USD 234 board, teachers' union reach agreement on contracts
After months of negotiating, the contract dispute between the USD 234 Board of Education and Fort Scott's Kansas National Education Association (KNEA) members has been resolved.
During a Feb. 22 meeting between the two sides, a two-year contract was proposed that would resolve this year's contract dispute, which nearly reached the fact-finding stage, while also setting the terms for the 2007-08 school year contract. Fort Scott KNEA spokesperson and Eugene Ware Elementary School teacher Glenda Miller said the faculty approved the plan, 126 positive votes to just 11 negative votes. The board of education ratified the agreement during Monday's regular board meeting, making the contract agreement official.
By agreeing on terms for next year's contract, the district avoids any contract dispute during the 07-08 school year, which is a pleasant change from this year's contract negotiations. The two sides officially declared impasse on this year's negotiations on Sept. 12, 2006, and were scheduled to advance to fact-finding, the final stage in the negotiations process, on Feb. 27.
Fort Scott KNEA President Linda Jackson said the two-year agreement has many benefits for teachers, including having the stability of knowing what their salaries will be next year. She added that the agreement also helps to raise morale among teachers.
"It offers stability," Jackson said, "because we know the money coming in.

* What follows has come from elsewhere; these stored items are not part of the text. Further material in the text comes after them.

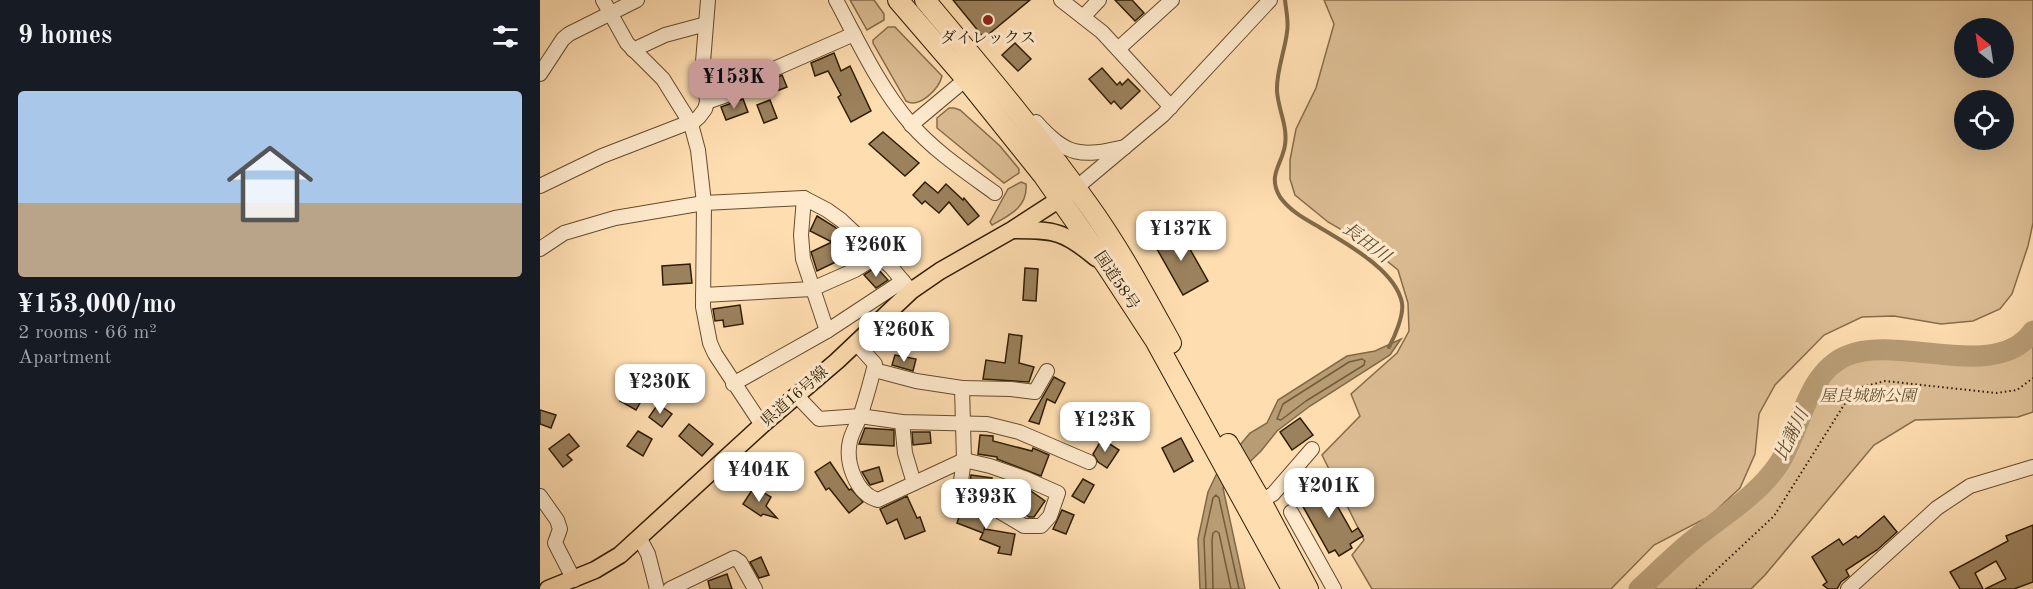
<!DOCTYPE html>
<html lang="en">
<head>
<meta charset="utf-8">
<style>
	:root { --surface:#171b24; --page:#20242c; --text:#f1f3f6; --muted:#9ea1a6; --line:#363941; --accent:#c59692 }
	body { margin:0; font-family:"Old Standard TT","Noto Serif JP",serif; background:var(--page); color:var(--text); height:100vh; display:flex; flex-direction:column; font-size:22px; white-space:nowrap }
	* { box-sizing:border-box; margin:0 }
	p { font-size:20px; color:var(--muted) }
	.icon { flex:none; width:33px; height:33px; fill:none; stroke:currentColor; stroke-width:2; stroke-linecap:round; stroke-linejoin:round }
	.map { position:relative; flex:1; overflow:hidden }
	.side { display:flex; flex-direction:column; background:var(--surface); width:540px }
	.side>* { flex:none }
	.needle { width:39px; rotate:330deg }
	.fabs { position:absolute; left:1414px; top:18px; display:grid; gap:12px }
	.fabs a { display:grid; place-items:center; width:60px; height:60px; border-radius:50%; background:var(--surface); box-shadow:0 6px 24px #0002; font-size:30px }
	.price { position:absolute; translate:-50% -51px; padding:0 14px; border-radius:12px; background:#fff; color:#222; font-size:20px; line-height:39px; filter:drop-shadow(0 2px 3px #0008) }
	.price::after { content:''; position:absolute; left:50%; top:36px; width:18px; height:14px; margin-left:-9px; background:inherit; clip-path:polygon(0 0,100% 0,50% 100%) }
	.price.active { background:var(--accent); color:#111 }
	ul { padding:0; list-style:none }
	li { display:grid; align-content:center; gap:12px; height:318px; padding:0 18px }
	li+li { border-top:2px solid var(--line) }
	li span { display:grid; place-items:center; height:186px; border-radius:6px; color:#555 }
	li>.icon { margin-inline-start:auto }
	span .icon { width:108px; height:108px; fill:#fffc; stroke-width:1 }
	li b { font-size:26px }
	h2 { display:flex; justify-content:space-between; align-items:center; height:72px; padding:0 18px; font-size:26px }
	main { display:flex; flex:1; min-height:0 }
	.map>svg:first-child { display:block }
</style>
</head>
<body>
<main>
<section class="side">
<h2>9 homes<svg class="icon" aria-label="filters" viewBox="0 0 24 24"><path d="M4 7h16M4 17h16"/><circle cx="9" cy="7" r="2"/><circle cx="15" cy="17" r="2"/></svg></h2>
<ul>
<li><span style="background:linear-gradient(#a9c7e8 60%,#b9a48a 0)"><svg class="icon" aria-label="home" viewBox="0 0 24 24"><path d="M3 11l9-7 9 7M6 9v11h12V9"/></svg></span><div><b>¥153,000/mo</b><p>2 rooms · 66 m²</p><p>Apartment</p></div></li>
</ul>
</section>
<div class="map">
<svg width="1493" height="589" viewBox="0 0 1493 589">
	<rect width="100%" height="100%" fill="#feddb0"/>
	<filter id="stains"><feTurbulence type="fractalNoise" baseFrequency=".00333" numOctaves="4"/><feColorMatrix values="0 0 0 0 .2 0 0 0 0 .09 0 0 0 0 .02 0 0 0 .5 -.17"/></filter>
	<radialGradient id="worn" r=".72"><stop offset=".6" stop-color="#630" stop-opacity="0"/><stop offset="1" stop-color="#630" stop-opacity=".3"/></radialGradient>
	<!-- green -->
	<g fill="#dbbc92" stroke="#866c4a" stroke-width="1.5" fill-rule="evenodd">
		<path d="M310,0H334L344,14V20L327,30Z"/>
		<path d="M784,0H1493V223L1488,246L1472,294L1460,309L1433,321L1401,324L1354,316L1322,317L1284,335L1235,385L1219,414L1215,454L1200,488L1170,516L1114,545L1071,589H832L812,555L824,540L782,455L820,416L811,394L857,353L869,331L868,303L858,270L826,244L788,222L755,195L750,179V160L756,129L776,88L794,24ZM1425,28H1464V68H1425ZM1425,100H1464V140H1425Z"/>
		<path d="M348,27H355L402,76C399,89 379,109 366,101L333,43V40Z"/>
		<path d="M409,108H414L420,110L460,146L479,169V173L464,183L397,128V118Z"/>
		<path d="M481,182L486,184C488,207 470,215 452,225L450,222L468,189Z"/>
		<path d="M1493,330V412L1478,417L1375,420L1334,445L1225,575L1211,589H1099L1165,530L1219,488L1243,458L1278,383L1304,356L1327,351L1429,356L1465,352L1491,334Z"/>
	</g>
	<!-- water -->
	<path fill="#b89c74" stroke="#826946" stroke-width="1.5" d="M861,339L850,355L770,406L737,431L721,451L683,488L705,589H660L658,539L668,492L678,471L710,433L727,423L738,400L807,356L835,351Z"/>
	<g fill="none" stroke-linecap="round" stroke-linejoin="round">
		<!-- shore -->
		<g stroke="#745c3a" stroke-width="1.5">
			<path d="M822,359L825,361L824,365L766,401L741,420L737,419L743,404L809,362Z"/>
			<path d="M666,589L664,539L673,498L676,495L679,498L699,589"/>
			<path d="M673,589L672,540L673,533L676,531L679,533L691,589"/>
		</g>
		<!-- stream -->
		<path stroke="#826946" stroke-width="4" d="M745,0C746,10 749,22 747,32C745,51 736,71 737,91C738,109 748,126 745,145C742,165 727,175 740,197C750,211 765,219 779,227C805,243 856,270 862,303C864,315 855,336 849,347"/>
		<!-- river -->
		<path stroke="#b89c74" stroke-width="21" d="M1099,589C1117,573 1134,555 1153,540C1181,517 1217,496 1238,465C1261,432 1265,374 1306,356C1357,333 1457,384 1493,331"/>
	</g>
	<!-- building -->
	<g fill="#9b815c" stroke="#301d01" stroke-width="1.5">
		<path d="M413,0H490L444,38Z"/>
		<path d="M575,0H592L604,13L595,21Z"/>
		<path d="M475,43L491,59L478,71L462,55Z"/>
		<path d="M294,53L301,71L310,66L331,111L311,122L298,97L301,95L288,71L275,76L271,63Z"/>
		<path d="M562,68L577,85L580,82L582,85L588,79L600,91L581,109L574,101L571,104L549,79Z"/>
		<path d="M242,75L247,87L224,96L220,86Z"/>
		<path d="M203,99L208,112L186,120L181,107Z"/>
		<path d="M230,100L237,118L224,123L217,105Z"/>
		<path d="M343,132L379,163L365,176L329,144Z"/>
		<path d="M385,182L398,193L406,184L423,200L424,198L439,216L428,225L409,202L399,213L385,201L382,204L373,195Z"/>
		<path d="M277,216L295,227L323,255L309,263L304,258L277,271L271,252L292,242L270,231Z"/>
		<path d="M638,228L668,281L643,295L613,242Z"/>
		<path d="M150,264L152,283L123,285L122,266Z"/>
		<path d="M336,267L348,280L336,288L324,275Z"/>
		<path d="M485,268L498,269L496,301L483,300Z"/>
		<path d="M200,305L203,324L184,327L183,320L175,321L173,309Z"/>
		<path d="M396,323L402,336L382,345L376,332Z"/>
		<path d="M469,334L482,336L479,363L494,367L489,382L443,379L446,360L465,363Z"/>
		<path d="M355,355L376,359L373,371L352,365Z"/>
		<path d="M514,377L525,383L515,403L507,399L499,424L489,421Z"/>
		<path d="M88,387L104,396L96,410L80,401Z"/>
		<path d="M118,404L132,414L122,427L109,417Z"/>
		<path d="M0,410L16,415L11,428L0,424Z"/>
		<path d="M760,418L773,435L752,450L740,432Z"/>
		<path d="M149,424L173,444L162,456L139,436Z"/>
		<path d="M325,428L354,430V446L319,444Z"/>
		<path d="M98,431L112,439L103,456L87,446Z"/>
		<path d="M372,432H390L391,443L373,445Z"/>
		<path d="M29,434L39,446L27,455L32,460L23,467L9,449Z"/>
		<path d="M440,435L453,436V441L492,451L493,448L509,455L501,476L457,459V457L438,454Z"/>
		<path d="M641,438L653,461L634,472L622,448Z"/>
		<path d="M562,439L579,450L567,468L558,462L553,454Z"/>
		<path d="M290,462L309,490L311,489L323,502L309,513L289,488L286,490L275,472Z"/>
		<path d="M339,467L343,481L330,485L322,472Z"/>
		<path d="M431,475L452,478L450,491L441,490L430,483Z"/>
		<path d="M543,479L554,485L544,503L532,496Z"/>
		<path d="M782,479L812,532L818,528L823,536L810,544L812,548L799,556L795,550L789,553L761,503L768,499L762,490Z"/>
		<path d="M468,482L488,489L505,501L494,517H489L480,511L481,509L460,498Z"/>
		<path d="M214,487L231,497L226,506L237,518L223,514L221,516L203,504Z"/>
		<path d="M367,496L377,518L380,517L385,531L365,539L357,519L347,524L340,509Z"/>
		<path d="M424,502L435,507L433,513L446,518L444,530L445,529L475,534L471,555L458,553L460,547L440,539L443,533L417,523Z"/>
		<path d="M522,510L534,515L526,534L513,529Z"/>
		<path d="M1344,516L1357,532L1337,550L1306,570L1309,576L1301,582L1297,589H1288L1283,585L1287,582L1272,557L1299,539L1303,545L1316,536L1318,538Z"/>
		<path d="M1493,525V582L1474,589H1445L1466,579L1456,561L1435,573L1443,589H1420L1410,572L1468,541L1466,536Z"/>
		<path d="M221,557L229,575L219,578L210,562Z"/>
		<path d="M187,574L192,589H170L168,581Z"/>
	</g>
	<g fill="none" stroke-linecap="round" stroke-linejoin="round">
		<defs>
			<g id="minor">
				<path d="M63,0L87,43L123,79L151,124L158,150L164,203L163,307L170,343L175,354L222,425"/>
				<path d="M296,0C318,41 339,87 370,123C394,151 426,172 455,193"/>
				<path d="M521,0L562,32L631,107"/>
				<path d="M543,17L559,0"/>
				<path d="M578,49L632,0"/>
				<path d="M93,50L125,35L166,24"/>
				<path d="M0,74L23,39L29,34L97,0"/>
				<path d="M167,102L204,89L218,76L314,34"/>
				<path d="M496,122C527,157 541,157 585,147"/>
				<path d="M151,124L159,117L165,109L167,102L163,62L168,0"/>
				<path d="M371,125L426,79"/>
				<path d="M0,186L62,156L150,122"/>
				<path d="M536,188L623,115L730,0"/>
				<path d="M264,198L261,235L263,259L287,331"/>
				<path d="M0,249L24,233L75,218L164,203L264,198L287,210L301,220L352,268L371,291"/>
				<path d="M163,295L272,289L315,270L339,255"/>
				<path d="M316,343L335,364C331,381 326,398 321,414C318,423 312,432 310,441C305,462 316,494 338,500L424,460L450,466L484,478L518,493L510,516L501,526H484L420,488"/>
				<path d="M342,372L376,381L422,388L424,460L419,494"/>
				<path d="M193,384L287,331L363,281"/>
				<path d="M422,388L471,389L495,392L507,371"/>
				<path d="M257,396L279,419L320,416L362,422L447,424L479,432L549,462"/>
				<path d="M362,422L365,453L374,483"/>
				<path d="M0,496L17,520L20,529L15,543L34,580"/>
				<path d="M714,505L733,494L772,449"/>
				<path d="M751,512L794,589"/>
				<path d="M99,537L108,554L117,589"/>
				<path d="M130,589L194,558L200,562L215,589"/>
				<path d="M1308,589L1397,508L1430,486L1493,467"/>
			</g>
			<g id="major">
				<path d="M473,230C515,230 524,231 556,258"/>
				<path d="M8,589L55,570L80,555L222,425L297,361L371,291L400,271L472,230L529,193"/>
			</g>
			<g id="highway">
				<path d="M358,0L426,79L503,175L568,268L615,340L752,589"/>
				<path d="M385,0C441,67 498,134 549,206C580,249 605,296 631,343"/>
				<path d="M688,444L721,501L768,589"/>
			</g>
		</defs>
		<!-- minor casing -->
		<use href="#minor" stroke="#644d2d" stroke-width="16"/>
		<!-- major casing -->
		<use href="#major" stroke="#301d01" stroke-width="19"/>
		<!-- highway casing -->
		<use href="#highway" stroke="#301d01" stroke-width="22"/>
		<!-- path -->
		<path stroke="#301d01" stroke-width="2" stroke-dasharray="1.5 3" stroke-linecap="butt" d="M1156,589L1234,516L1314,389L1345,381L1456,393L1477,390L1493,378"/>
		<!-- minor -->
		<use href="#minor" stroke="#fee9cc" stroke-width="14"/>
		<!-- major -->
		<use href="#major" stroke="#feddb0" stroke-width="16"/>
		<!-- highway -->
		<use href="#highway" stroke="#feddb0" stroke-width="20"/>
	</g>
	<!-- markers -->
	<circle fill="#8f2418" stroke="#fee9cc" stroke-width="2" cx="448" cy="20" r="6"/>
	<g text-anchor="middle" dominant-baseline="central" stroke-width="6" stroke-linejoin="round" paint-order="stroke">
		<!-- poi labels -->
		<g font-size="16" fill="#301d01" stroke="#fee9cc">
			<text x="448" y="39">ダイレックス</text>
		</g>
		<!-- street labels -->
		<g font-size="16" fill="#301d01" stroke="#fee9cc">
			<text transform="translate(576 281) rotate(56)">国道58号</text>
			<text transform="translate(255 397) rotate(-41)">県道16号線</text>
		</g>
		<!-- park labels -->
		<g font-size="16" font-style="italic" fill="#634d2c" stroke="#fee9cc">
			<text x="1328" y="397">屋良城跡公園</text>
		</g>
		<!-- water labels -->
		<g font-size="18" font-style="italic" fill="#604929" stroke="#fee9cc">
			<text transform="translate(826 243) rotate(37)">長田川</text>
			<text transform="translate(1252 435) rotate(-64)">比謝川</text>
		</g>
	</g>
	<rect width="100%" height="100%" filter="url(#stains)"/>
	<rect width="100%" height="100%" fill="url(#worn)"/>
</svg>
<div class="fabs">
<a><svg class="needle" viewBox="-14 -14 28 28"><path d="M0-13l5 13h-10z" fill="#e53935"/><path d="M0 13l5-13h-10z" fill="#9ea1a6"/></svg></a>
<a><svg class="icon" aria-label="locate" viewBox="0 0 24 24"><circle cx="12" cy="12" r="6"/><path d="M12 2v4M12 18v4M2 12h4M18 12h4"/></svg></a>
</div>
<b class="price active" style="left:194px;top:110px">¥153K</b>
<b class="price" style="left:641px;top:262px">¥137K</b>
<b class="price" style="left:336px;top:278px">¥260K</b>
<b class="price" style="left:364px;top:363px">¥260K</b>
<b class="price" style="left:120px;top:415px">¥230K</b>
<b class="price" style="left:565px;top:453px">¥123K</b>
<b class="price" style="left:219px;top:503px">¥404K</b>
<b class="price" style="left:789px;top:519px">¥201K</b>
<b class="price" style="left:446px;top:530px">¥393K</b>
</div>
</main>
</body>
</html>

Right now, everybody is really energized by this."
USD 234 Business Manager Alan Drake said coming to a two-year agreement in the contract negotiations is a rare occasion. Even more unique, he said, is having the following year's contract agreed upon so early in the process. In a normal year, Drake said, the two negotiation teams would exchange their proposals in February, then in March and April they would meet to discuss "non-money issues." Drake said the issues involving money would have to wait until the state legislature releases its school finance package for the year, which usually takes place in the summer.
However, thanks to the three-year, $466 million school finance plan the Kansas legislature passed in the summer of 2006, school districts already know how much money is allotted to them, thus speeding up the contract talks.
"This is an unusual year as we look at next year, because we know the money set aside by the legislature right now," Drake said. "In the past, we have not known that."
The contract agreement for the current school year includes a 6.1 percent average raise per teacher, with 3.5 percent minimum and a 17.81 percent maximum based on salary schedule advancement. Since the teachers have been working under the 2005-06 contract, they will receive a supplementary paycheck on April 6 in the amount owed to them based on the difference in pay between last year's contract and this year's agreement, Drake said. The teachers' April 25 paycheck will be their first under the new contract.
Terms of the 2007-08 contract include a $29,319 base salary and a 4.12 percent minimum pay raise. Those numbers include the addition of one instructional teaching day to the school year, an addition that Superintendent Rick Werling said is needed due to the increasing standards brought on by President George W. Bush's No Child Left Behind Act.
"With No Child Left Behind, we are having to meet higher and higher standards," Werling said. "We've decided to add another instructional day, which we hope will make a difference for our students and our teachers."
Miller said that having next year's contract already agreed upon has other benefits outside of the salary issues.
"I'm smiling ear to ear," Miller said, "because I don't have to come back this summer and negotiate. I actually get a summer break."
With the new agreement, Drake said negotiations will not need to take place again until February 2008, when the two sides will meet to discuss the 2008-09 school year.